» **What the task requires**
Find how many lines of the following entries contain "then". Reply with the number alone.

» **Data for processing**
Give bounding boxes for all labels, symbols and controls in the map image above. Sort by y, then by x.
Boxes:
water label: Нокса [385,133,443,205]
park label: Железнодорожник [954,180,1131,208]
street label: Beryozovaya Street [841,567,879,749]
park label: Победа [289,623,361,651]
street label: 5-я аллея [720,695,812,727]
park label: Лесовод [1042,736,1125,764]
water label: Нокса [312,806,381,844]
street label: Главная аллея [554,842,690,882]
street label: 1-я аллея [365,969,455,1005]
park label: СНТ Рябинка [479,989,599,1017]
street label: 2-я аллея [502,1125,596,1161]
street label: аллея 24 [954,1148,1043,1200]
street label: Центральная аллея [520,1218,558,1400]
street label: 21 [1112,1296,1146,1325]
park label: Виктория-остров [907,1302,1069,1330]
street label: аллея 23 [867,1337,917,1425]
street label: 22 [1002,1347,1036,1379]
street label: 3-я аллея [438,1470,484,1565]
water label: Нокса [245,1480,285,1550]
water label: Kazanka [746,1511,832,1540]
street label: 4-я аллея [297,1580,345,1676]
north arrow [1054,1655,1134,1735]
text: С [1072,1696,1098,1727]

...

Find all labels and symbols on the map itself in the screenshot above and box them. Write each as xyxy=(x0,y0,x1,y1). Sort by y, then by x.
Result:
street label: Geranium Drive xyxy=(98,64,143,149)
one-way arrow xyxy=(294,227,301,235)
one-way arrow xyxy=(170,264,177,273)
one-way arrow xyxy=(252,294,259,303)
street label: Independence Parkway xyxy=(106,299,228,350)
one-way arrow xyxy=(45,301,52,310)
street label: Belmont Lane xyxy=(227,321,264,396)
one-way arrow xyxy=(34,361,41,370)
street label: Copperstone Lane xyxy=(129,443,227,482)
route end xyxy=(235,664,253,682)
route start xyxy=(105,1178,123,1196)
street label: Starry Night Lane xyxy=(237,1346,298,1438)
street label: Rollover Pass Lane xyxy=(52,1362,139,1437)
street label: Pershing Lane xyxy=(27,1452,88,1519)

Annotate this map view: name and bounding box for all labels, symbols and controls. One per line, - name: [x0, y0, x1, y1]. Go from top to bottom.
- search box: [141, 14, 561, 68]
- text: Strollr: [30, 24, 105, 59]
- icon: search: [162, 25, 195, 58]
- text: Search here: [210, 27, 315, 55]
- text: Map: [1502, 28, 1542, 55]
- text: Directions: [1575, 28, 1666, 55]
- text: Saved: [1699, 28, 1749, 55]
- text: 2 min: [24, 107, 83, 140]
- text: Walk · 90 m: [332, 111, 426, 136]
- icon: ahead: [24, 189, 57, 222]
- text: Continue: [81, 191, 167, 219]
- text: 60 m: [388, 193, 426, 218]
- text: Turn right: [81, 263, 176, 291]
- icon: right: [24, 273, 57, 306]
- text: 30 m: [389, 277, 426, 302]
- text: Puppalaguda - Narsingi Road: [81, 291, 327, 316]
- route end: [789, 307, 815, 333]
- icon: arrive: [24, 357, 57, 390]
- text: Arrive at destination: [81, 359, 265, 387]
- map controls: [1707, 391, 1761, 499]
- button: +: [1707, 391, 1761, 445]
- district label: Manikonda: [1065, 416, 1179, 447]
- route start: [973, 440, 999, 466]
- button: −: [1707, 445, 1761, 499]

* * *

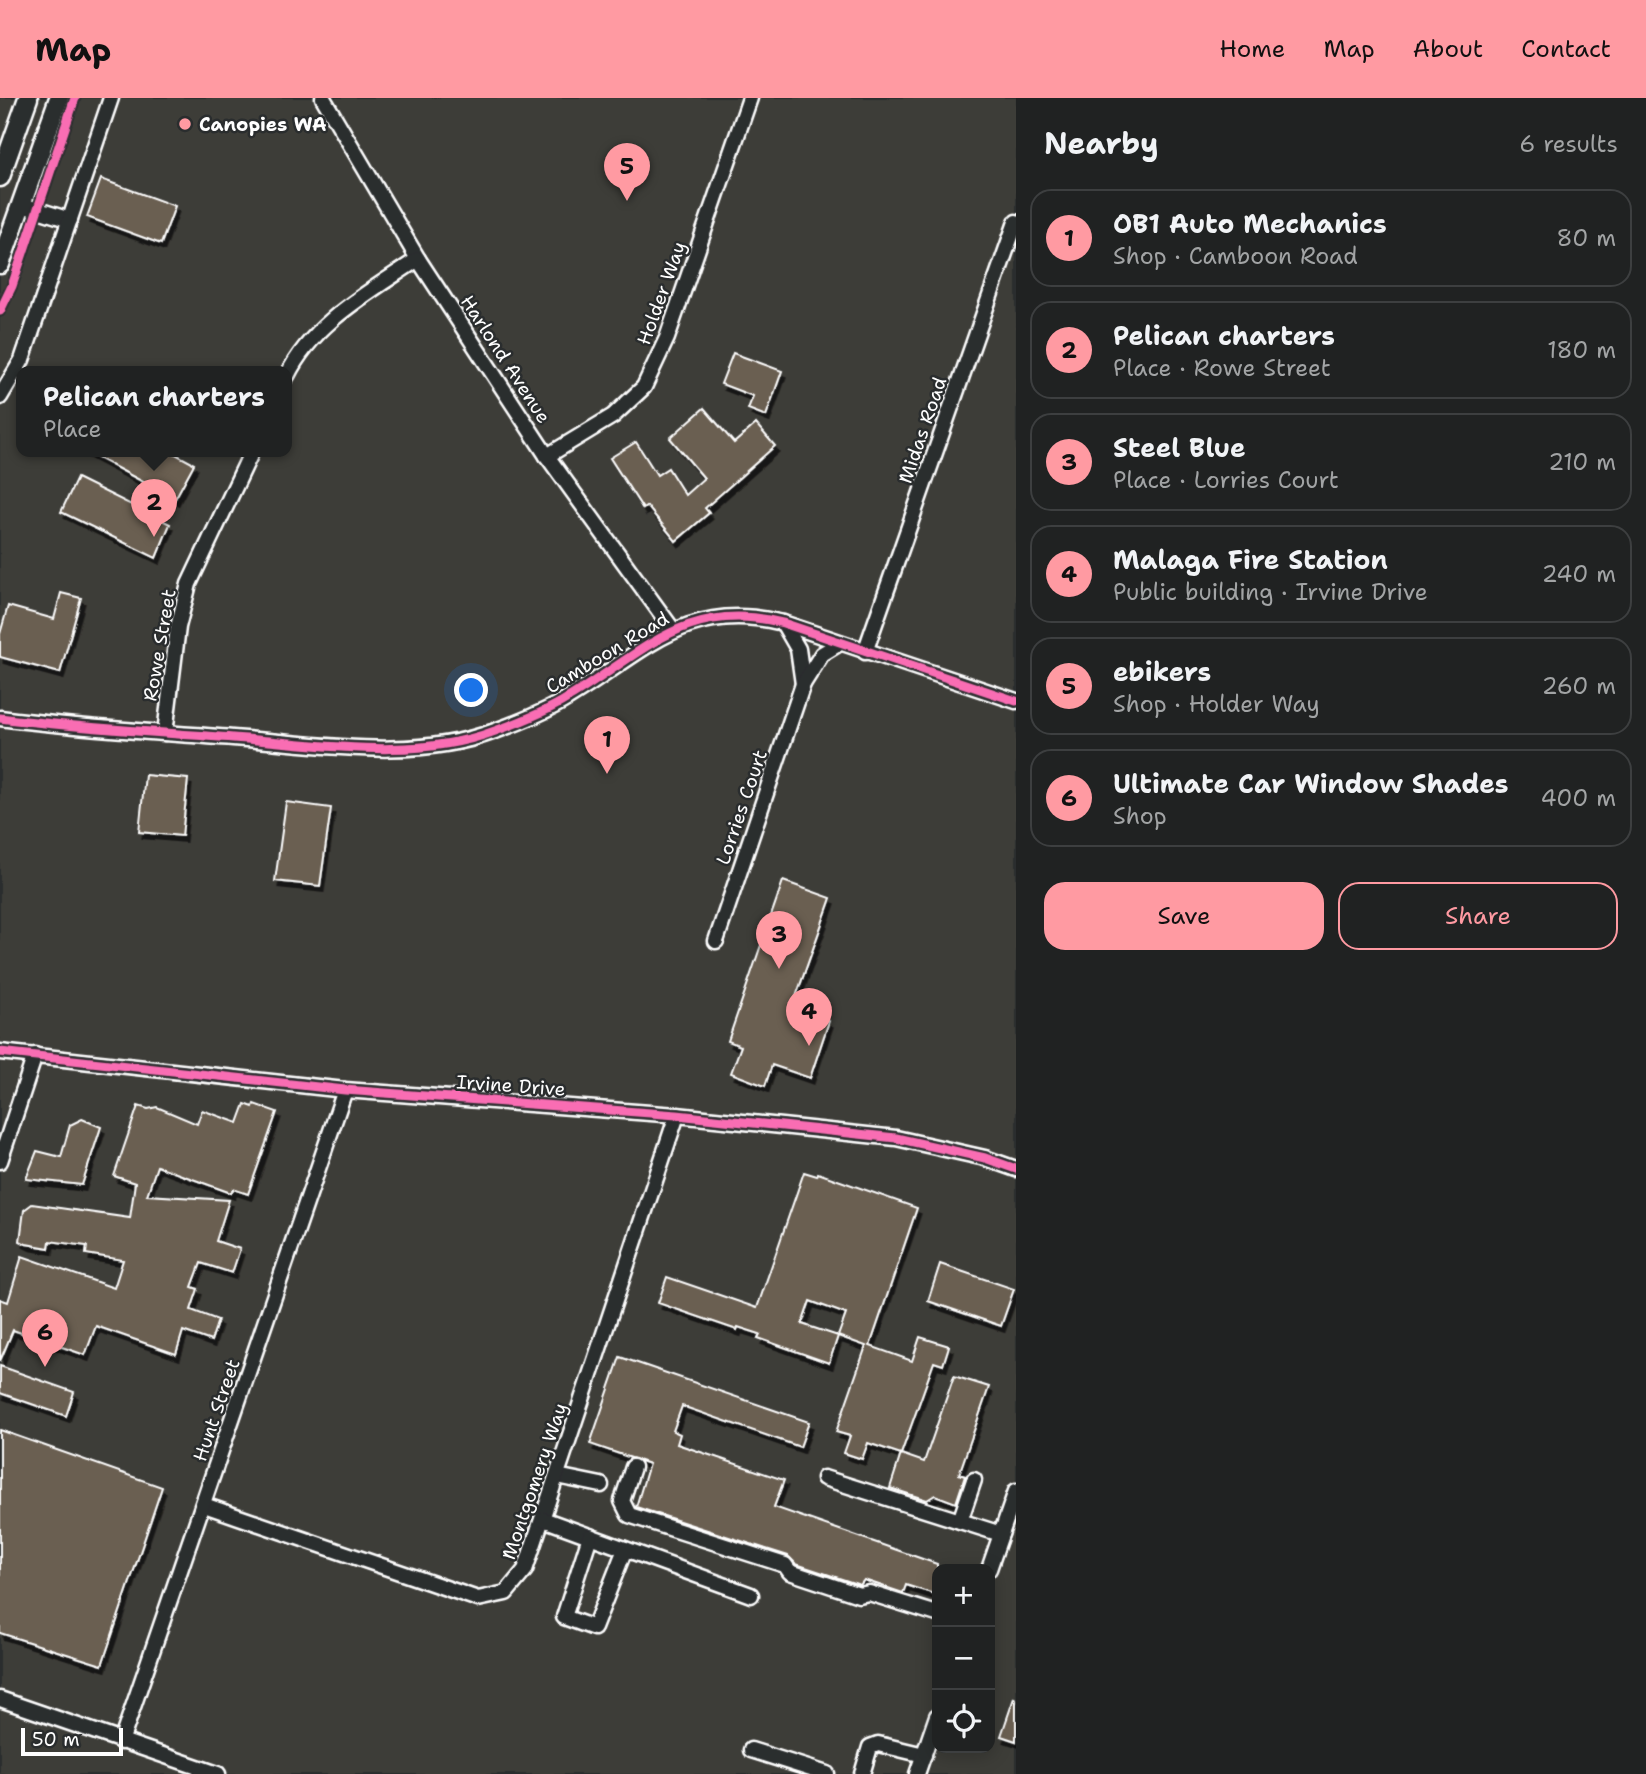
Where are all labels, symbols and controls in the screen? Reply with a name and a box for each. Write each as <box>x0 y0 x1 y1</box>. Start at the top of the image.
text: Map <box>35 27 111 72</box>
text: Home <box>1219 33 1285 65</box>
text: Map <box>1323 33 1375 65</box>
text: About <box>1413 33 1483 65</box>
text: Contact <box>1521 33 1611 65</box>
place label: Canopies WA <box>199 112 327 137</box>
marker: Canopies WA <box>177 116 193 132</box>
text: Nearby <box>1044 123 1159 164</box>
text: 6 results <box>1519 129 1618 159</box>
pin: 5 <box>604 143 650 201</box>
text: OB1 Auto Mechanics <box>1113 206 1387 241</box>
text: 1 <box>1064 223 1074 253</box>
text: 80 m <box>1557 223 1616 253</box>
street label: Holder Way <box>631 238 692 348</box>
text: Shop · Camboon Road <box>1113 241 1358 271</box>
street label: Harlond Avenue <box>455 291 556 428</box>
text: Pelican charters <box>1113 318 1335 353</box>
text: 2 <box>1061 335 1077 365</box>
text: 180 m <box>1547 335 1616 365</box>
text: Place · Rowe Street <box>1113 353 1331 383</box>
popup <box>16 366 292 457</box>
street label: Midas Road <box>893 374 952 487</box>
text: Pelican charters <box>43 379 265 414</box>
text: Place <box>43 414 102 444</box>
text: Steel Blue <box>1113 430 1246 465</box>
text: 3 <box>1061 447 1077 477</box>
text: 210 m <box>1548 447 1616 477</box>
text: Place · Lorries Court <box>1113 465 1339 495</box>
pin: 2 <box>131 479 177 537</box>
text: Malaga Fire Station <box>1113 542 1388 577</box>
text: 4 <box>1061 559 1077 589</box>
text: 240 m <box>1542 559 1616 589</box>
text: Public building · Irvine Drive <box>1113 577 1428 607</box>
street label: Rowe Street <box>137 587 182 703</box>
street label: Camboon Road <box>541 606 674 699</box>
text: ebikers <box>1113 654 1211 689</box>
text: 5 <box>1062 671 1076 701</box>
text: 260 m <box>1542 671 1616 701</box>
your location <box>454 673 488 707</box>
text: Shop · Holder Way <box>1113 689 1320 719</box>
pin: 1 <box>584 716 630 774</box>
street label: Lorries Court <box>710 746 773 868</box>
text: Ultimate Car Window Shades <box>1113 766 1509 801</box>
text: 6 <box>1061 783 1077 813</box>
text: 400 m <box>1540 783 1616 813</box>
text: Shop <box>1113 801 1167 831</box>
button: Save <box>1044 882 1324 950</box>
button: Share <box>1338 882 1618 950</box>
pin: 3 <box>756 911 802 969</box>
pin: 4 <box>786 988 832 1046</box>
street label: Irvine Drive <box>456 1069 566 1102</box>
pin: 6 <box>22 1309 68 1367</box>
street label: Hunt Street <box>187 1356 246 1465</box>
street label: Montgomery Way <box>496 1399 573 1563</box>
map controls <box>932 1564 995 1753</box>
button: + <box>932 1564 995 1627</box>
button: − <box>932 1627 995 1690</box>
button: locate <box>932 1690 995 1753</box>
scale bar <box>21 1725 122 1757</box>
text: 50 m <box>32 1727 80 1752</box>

» **Answer section**
2